Inovação em madeira para a indústria da moda
A situação ambiental decorrente da indústria têxtil é alarmante. Segundo a Fundação Ellen MacArthur, a cada segundo, uma quantidade de roupas equivalente a um caminhão de lixo é incinerada ou enterrada, enquanto a produção de têxteis representa 20% do desperdício global de água potável e 10% das emissões mundiais de carbono — mais do que todos os voos internacionais e o transporte marítimo combinados. Além disso, a grande maioria das peças fabricadas com fibras sintéticas leva entre 200 e 500 anos para se biodegradar, liberando microplásticos que contaminam solos, oceanos e organismos vivos. Essa realidade levou especialistas e organismos internacionais a exigir uma transformação urgente em toda a cadeia de produção da moda.
Somente no Chile, o consumo de roupas aumentou 233% nos últimos 20 anos, contribuindo para a crise ambiental global, evidenciada pelos cemitérios de roupas no deserto do Atacama. Muitas dessas peças não são biodegradáveis e contêm químicos que impedem seu descarte em aterros municipais.
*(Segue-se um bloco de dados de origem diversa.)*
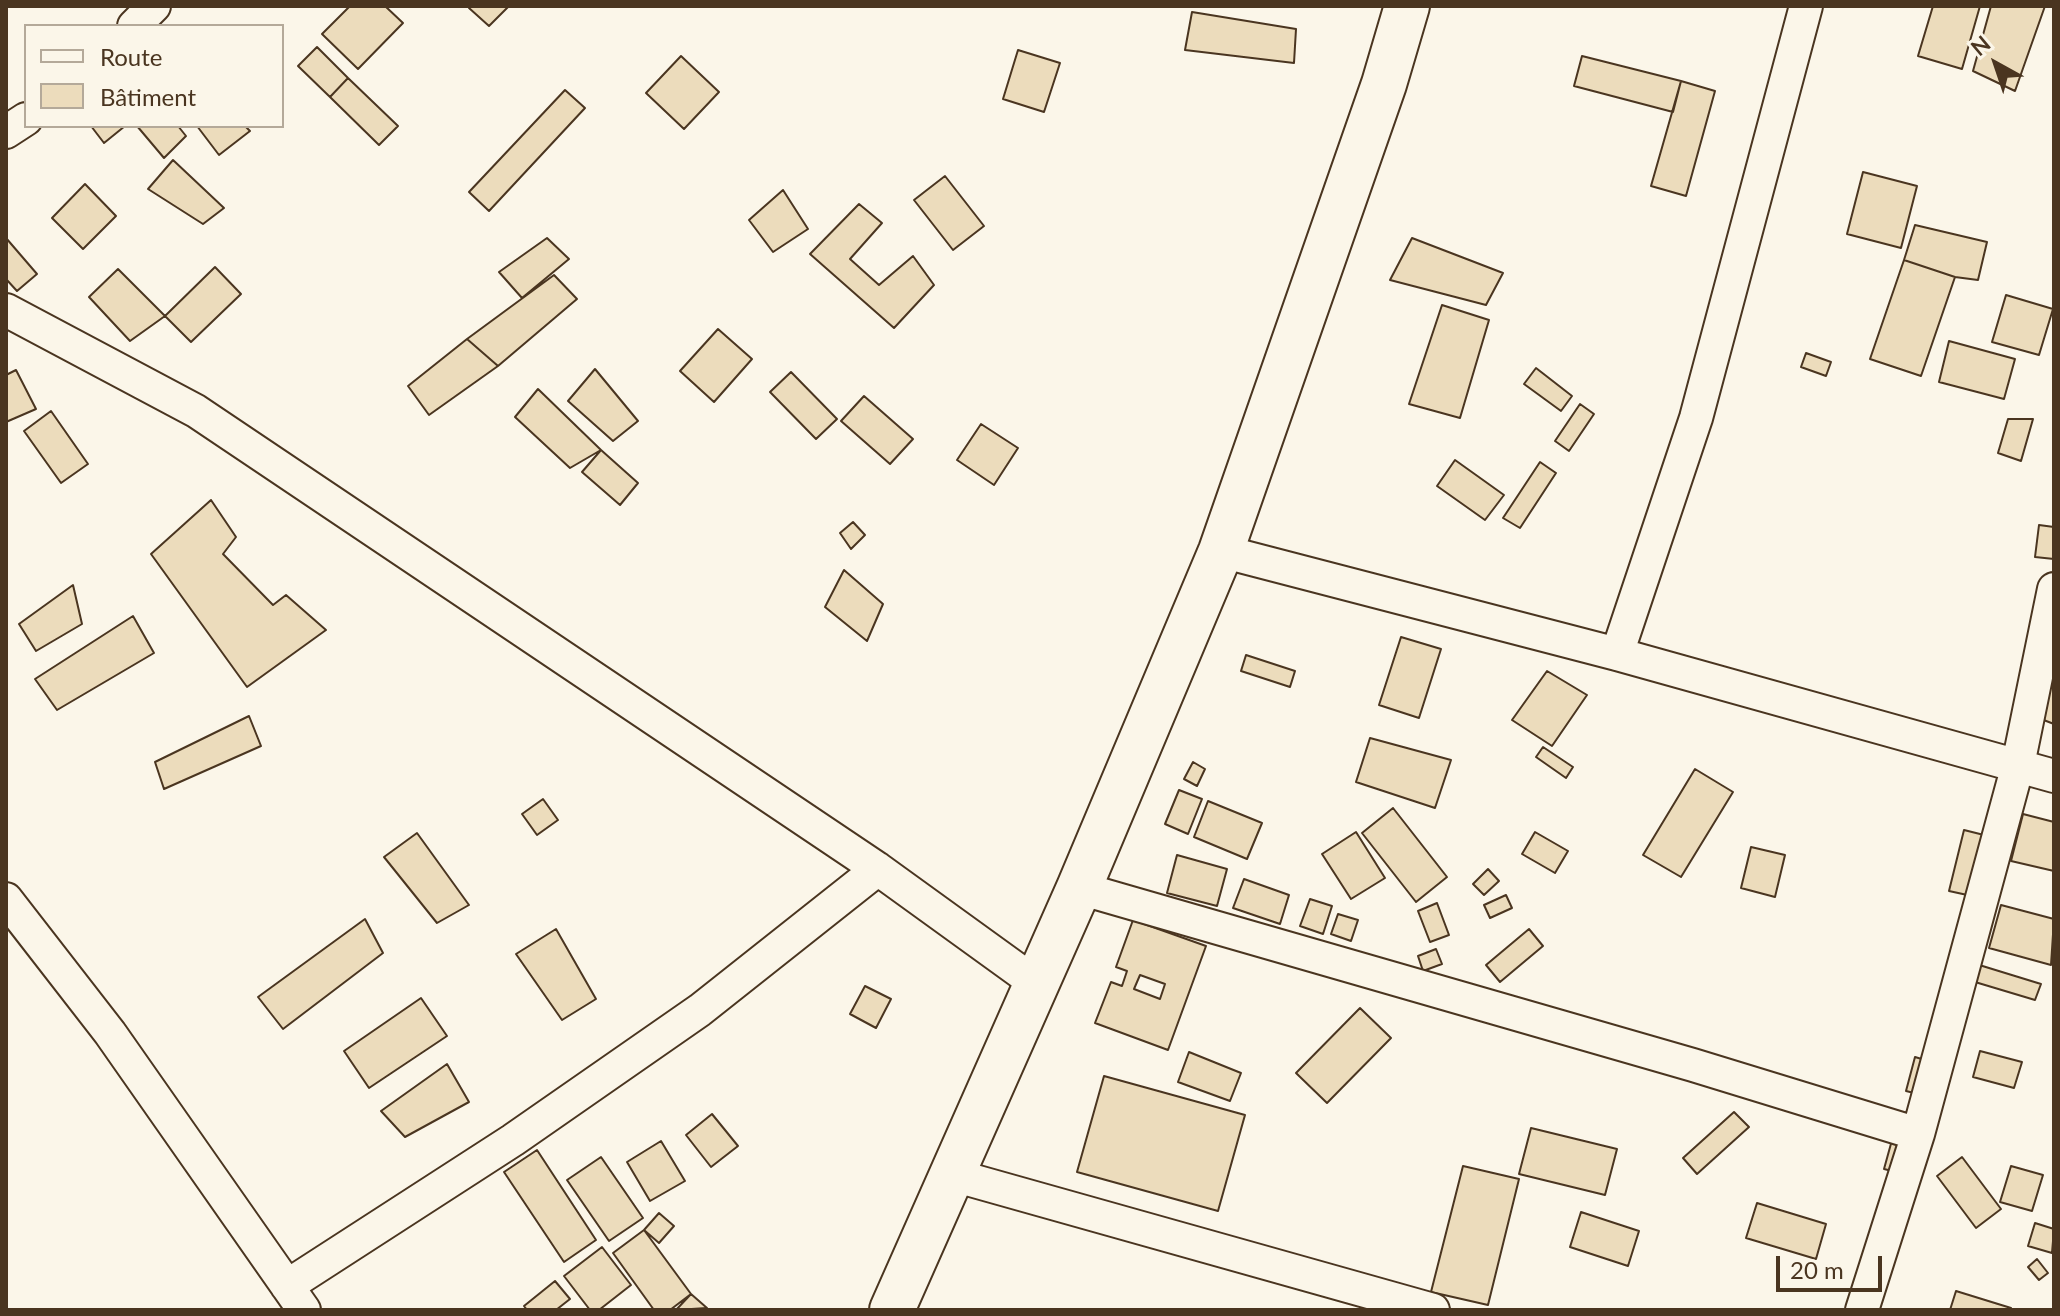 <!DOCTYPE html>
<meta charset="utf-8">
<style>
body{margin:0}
#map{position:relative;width:2060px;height:1316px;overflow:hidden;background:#fbf6e9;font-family:Lato,sans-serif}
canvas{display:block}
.frame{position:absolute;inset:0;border:8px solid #4a3520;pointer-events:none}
.legend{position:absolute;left:24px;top:24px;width:260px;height:104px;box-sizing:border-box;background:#fbf6e9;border:2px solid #b4a999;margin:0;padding:10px 14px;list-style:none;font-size:24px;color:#4a3520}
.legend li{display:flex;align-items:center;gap:16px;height:40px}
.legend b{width:40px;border:2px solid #b4a999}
.north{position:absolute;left:1956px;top:24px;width:80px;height:80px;-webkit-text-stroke:6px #fbf6e9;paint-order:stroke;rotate:320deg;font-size:22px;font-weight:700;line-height:32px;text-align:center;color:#4a3520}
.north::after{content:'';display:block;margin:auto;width:28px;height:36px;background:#4a3520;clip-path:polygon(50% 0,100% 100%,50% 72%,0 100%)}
.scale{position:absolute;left:1776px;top:1256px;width:106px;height:36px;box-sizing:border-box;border:4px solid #4a3520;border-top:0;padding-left:10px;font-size:24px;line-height:28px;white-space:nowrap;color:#4a3520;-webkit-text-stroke:6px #fbf6e9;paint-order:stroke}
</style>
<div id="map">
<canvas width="2060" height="1316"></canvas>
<div class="frame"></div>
<ul class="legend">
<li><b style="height:10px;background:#fbf6e9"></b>Route</li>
<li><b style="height:22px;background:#ecdcbc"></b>Bâtiment</li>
</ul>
<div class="north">N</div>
<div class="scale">20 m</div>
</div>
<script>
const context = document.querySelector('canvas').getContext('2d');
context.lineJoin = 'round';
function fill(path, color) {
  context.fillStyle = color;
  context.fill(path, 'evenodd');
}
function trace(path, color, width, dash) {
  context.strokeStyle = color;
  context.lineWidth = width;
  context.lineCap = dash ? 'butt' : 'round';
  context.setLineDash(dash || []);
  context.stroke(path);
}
const building = new Path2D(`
 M 350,6 L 385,6 L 403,23 L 358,69 L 322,34 Z
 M 471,6 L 509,6 L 489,26 L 469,8 Z
 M 1933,6 L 1980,6 L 1962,69 L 1918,56 Z
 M 1991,6 L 2045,6 L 2015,91 L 1973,71 Z
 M 1192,12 L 1296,29 L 1294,63 L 1185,50 Z
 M 317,47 L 348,78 L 330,97 L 298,66 Z
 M 1018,50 L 1060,63 L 1044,112 L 1003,99 Z
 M 681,56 L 719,92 L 684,129 L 646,93 Z
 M 1582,56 L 1681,81 L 1673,112 L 1574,86 Z
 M 348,78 L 398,126 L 379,145 L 330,97 Z
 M 1681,81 L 1715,91 L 1686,196 L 1651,186 Z
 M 565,90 L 585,108 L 489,211 L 469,192 Z
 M 91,126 L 125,126 L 104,143 Z
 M 137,126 L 178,126 L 186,136 L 164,158 Z
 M 197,126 L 245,126 L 250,131 L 219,155 Z
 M 173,160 L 224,208 L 203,224 L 148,189 Z
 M 1863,172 L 1917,186 L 1901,248 L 1847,234 Z
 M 945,176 L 984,226 L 953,250 L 914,200 Z
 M 85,184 L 116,216 L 83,249 L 52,218 Z
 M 783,190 L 808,229 L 773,252 L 749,220 Z
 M 859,204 L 882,223 L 850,259 L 879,285 L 913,256 L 934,285 L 894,328 L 810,254 Z
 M 1915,225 L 1987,242 L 1978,280 L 1955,277 L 1904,260 Z
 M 6,238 L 37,274 L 17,291 L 6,279 Z
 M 547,238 L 569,259 L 522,298 L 499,272 Z
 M 1412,238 L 1503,273 L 1486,305 L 1390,280 Z
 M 1904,260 L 1955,277 L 1921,376 L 1870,359 Z
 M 215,267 L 241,294 L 191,342 L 165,316 Z
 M 118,269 L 165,316 L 130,341 L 89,297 Z
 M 554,275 L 577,299 L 498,366 L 467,339 Z
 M 2006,295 L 2053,309 L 2039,355 L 1992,342 Z
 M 1442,305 L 1489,320 L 1460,418 L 1409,404 Z
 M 718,329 L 752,359 L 714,402 L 680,371 Z
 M 467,339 L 498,366 L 429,415 L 408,386 Z
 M 1949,341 L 2015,359 L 2004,399 L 1939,382 Z
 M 1806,353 L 1831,362 L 1826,376 L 1801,367 Z
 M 1536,368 L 1572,396 L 1561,411 L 1524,384 Z
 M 595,369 L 638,421 L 613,441 L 568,401 Z
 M 16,370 L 36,409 L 6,422 L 6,375 Z
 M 791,372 L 837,419 L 816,439 L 770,392 Z
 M 538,389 L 601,450 L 570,468 L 515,417 Z
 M 864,396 L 913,439 L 890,464 L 841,421 Z
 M 1580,404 L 1594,414 L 1569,451 L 1555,441 Z
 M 51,411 L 88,464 L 61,483 L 24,431 Z
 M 2008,419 L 2033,419 L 2021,461 L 1998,453 Z
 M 981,424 L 1018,448 L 994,485 L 957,460 Z
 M 601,450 L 638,483 L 620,505 L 582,472 Z
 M 1455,460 L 1504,495 L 1485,520 L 1437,486 Z
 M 1540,462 L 1556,473 L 1520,528 L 1503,518 Z
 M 211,500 L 236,537 L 223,554 L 273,605 L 286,595 L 326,630 L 247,687 L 151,554 Z
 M 853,522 L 865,535 L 851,549 L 840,533 Z
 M 2039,525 L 2054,527 L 2054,559 L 2035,557 Z
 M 844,570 L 883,604 L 867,641 L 825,607 Z
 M 73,585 L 82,624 L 36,651 L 19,624 Z
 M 133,616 L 154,653 L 57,710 L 35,679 Z
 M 1401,637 L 1441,649 L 1419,718 L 1379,705 Z
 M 2054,642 L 2054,724 L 2041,719 Z
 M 1246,655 L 1295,671 L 1290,687 L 1241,671 Z
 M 1547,671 L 1587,695 L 1552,746 L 1512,720 Z
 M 249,716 L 261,746 L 164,789 L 155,762 Z
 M 1370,738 L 1451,760 L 1435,808 L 1356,782 Z
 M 1543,747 L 1573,767 L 1566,778 L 1536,757 Z
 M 1193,762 L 1205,769 L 1197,786 L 1184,779 Z
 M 1695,769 L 1733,792 L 1681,877 L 1643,855 Z
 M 1179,790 L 1202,799 L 1188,834 L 1165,824 Z
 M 543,799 L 558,820 L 537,835 L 522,814 Z
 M 1208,801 L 1262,823 L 1247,859 L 1194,837 Z
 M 1393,808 L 1447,877 L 1416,902 L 1362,833 Z
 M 2023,814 L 2054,822 L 2054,871 L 2011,861 Z
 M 1964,830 L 1996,838 L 1981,898 L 1949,891 Z
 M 1356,832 L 1385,878 L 1351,899 L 1322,854 Z
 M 1535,832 L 1568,851 L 1555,873 L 1522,854 Z
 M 417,833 L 469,905 L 437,923 L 384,857 Z
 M 1751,847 L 1785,855 L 1775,897 L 1741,888 Z
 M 1177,855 L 1227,869 L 1217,906 L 1167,893 Z
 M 1488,869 L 1499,881 L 1484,895 L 1473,884 Z
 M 1244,879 L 1289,895 L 1280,924 L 1233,908 Z
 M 1506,895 L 1512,908 L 1490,918 L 1484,905 Z
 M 1310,899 L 1332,906 L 1323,934 L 1300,926 Z
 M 1437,903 L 1449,935 L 1430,942 L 1418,911 Z
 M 2001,905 L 2054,919 L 2051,965 L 1989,948 Z
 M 1338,914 L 1358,920 L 1351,941 L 1331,934 Z
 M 365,919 L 383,953 L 283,1029 L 258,997 Z
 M 1133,920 L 1206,946 L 1168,1050 L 1095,1023 L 1111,982 L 1122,986 L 1127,971 L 1116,967 ZM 1140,975 L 1165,984 L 1160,999 L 1134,989 Z
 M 556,929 L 596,999 L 562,1020 L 516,954 Z
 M 1529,929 L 1543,946 L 1500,982 L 1486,965 Z
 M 1436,949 L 1442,964 L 1423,971 L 1418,956 Z
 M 1976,964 L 2041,984 L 2035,1000 L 1975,982 Z
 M 865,986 L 891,999 L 876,1028 L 850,1014 Z
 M 421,998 L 447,1036 L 369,1088 L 344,1051 Z
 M 1360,1008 L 1391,1038 L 1327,1103 L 1296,1073 Z
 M 1980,1051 L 2022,1062 L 2014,1088 L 1973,1077 Z
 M 1189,1052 L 1241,1073 L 1230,1101 L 1178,1082 Z
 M 1915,1057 L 1935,1063 L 1926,1096 L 1906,1091 Z
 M 447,1064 L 469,1102 L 405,1137 L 381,1111 Z
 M 1104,1076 L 1245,1115 L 1218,1211 L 1077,1172 Z
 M 1734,1112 L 1749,1127 L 1697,1174 L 1683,1158 Z
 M 712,1114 L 738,1146 L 711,1167 L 686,1135 Z
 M 1531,1128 L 1617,1149 L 1605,1195 L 1519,1174 Z
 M 1892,1140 L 1908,1144 L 1900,1173 L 1884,1169 Z
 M 661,1141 L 685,1181 L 650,1201 L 627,1162 Z
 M 537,1150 L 596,1240 L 564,1262 L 504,1172 Z
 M 601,1157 L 643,1218 L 609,1241 L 567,1180 Z
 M 1962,1157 L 2001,1209 L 1976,1228 L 1937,1176 Z
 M 1463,1166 L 1519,1179 L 1488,1305 L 1431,1292 Z
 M 2011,1166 L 2043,1175 L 2032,1211 L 2000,1202 Z
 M 1757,1203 L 1826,1224 L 1816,1259 L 1746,1238 Z
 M 1581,1212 L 1639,1231 L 1628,1266 L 1570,1247 Z
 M 659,1213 L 674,1226 L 659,1243 L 644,1230 Z
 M 2035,1223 L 2054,1229 L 2052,1253 L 2028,1246 Z
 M 644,1230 L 691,1294 L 670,1310 L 654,1310 L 613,1253 Z
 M 602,1247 L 631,1285 L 599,1310 L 590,1310 L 564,1276 Z
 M 2037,1259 L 2048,1273 L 2039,1280 L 2028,1267 Z
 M 555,1281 L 570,1299 L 556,1310 L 527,1310 L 524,1306 Z
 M 1956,1291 L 2011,1308 L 2011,1310 L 1950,1310 Z
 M 691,1294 L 707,1308 L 676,1310 Z`);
fill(building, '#ecdcbc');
trace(building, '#4a3520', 2);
const minor = new Path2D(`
 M 134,26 L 154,6
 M 6,132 L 26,119
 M 6,310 L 196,411 L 878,869 L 1037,984
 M 1221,551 L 1617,654 L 2054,776
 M 1617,654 L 1696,418 L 1806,6
 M 1079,888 L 1693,1065 L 1918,1134
 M 6,899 L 110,1033 L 304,1310
 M 953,1175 L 1433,1310
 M 287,1286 L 513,1140 L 700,1010 L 878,869
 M 1862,1310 L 1918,1134 L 2018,765 L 2054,589`);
const primary = new Path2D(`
 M 892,1310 L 1079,888 L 1221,551 L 1384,84 L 1407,6`);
trace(minor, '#4a3520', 36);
trace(primary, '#4a3520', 48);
trace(minor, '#fbf6e9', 32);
trace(primary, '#fbf6e9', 44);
</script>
Nesse cenário crítico, as soluções baseadas em design ou reciclagem são insuficientes, abrindo espaço para a alternativa de novas opções no cerne da cadeia de suprimentos: as matérias-primas. É aqui que CMPC e Arauco encontraram uma poderosa convergência entre o setor florestal e a moda sustentável. Ambas as empresas estão investindo em fibras de base biológica que permitem substituir materiais poluentes, como poliéster ou algodão tradicional, gerando têxteis mais limpos, biodegradáveis e rastreáveis. Com investimentos em inovação tecnológica e produção sustentável, estão dando passos firmes rumo à transformação global do vestuário.
CMPC aposta na inovação tecnológica com investimento na startup Rubi
A empresa CMPC anunciou recentemente sua entrada no ecossistema de inovação do Vale do Silício por meio de um investimento na startup americana Rubi. Fundada pelas gêmeas Neeka e Leila Mashouf em 2021, a empresa desenvolveu uma tecnologia que transforma emissões de carbono industrial em materiais têxteis.
A Rubi aproveita o CO2 como recurso natural para fabricar materiais críticos a um custo competitivo, utilizando uma plataforma de biocatálise enzimática sem células. Dessa forma, impulsiona uma nova era nos processos industriais — a chamada fabricação simbiótica — substituindo métodos de produção intensiva por um sistema de conversão de CO₂ residual em materiais. O processo praticamente não utiliza água ou terra, e seus produtos finais são 100% biodegradáveis. Na verdade, um par de jeans feito com têxteis Rubi, além de remover carbono da atmosfera, permite que, ao final de sua vida útil, se degrade sem deixar resíduos, retornando ao ciclo natural do carbono.
O investimento da CMPC, concretizado em uma rodada de financiamento de US$ 13,5 milhões, posiciona a empresa como um ator-chave no impulso de tecnologias limpas aplicadas à moda. Nessa rodada, também participaram empresas como H&M Group Ventures e Tin Shed Ventures da Patagônia, destacando o crescente interesse do mundo têxtil por essas soluções. Bernardita Araya, gerente da CMPC Ventures, explicou que essa iniciativa complementa seu portfólio de soluções baseadas em fibra e madeira, visando uma indústria têxtil responsável e alinhada com as necessidades do planeta.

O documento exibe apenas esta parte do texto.